# Dog pays off all her bills...



## jtoby_3 (Nov 19, 2008)

So i read through this forum quite a bit i dont post much, but this time i had to stop by and tell everyone a quick story.

For those who dont know me i am from Utah but i now go to school in North Dakota. So i spend half of my time back home and half in the frozen tundra where i got my first dog, a springer named Boston. Over the last long weekend I was out with a few people on the shores of Lake Sakakawea camping and enjoying being outside. We were sitting around the camp fire enjoying the night while Boston who is 10 months old is still running hard hunting anything that moves and getting into trouble as all puppies do.
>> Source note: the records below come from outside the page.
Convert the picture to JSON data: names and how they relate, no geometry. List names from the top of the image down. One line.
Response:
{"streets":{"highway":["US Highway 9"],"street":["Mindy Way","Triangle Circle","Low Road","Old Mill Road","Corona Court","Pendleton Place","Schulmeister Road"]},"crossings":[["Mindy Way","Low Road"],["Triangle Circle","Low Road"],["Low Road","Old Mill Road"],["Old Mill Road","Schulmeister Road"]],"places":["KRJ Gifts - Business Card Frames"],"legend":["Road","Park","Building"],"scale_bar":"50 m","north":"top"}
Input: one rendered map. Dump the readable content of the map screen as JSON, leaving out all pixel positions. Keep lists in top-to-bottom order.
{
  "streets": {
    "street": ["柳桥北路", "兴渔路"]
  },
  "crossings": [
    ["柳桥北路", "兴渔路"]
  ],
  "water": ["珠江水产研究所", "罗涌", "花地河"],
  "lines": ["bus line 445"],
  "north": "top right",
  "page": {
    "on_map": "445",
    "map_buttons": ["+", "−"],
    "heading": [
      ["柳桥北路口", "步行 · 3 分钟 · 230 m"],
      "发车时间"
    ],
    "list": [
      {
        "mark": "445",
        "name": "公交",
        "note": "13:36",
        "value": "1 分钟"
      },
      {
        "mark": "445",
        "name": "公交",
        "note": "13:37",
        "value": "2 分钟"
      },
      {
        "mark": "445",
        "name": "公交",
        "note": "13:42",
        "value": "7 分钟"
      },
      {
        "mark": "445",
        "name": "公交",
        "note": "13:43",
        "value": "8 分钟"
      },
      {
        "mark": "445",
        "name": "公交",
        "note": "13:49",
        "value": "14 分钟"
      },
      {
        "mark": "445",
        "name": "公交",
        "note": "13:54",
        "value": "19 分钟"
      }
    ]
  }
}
I have to admit i got very lucky and my pup very rarley will bark at anything, so when my friend started to move off towards the tent it was very strange to hear her start going crazy she ran right in front of him and looking off in the direction of the tent continued to bark her head off and run back and forth blocking his path. Well at first i thought she saw a tumble weed blow by in the darkness but after a second i grabbed my flashlight and went to hopefully see a nice buck for my trouble. As i clicked on the litlle light and started my investigation my light swept by and fell right at the foot of the tent...and there coiled up was a large snake just rattling away waiting for someone to walk by. Well that had the camp up in action and we did away with the snake, but it chills me to think what could have happened if my little dog wasnt there, I could have lost a very close friend so i thank god for that pup and decided that night she was worth all the time training and taking care of her as well as every cent she has ever cost me at the store or vet. the way i see it she paid all her bills that very night!


----------



## xxxxxxBirdDogger (Mar 7, 2008)

She sure enough did earn her keep. Dogs rock!


----------



## vdogs (Sep 22, 2007)

Awesome story! Thanks for posting. Our canine friends are special indeed.


----------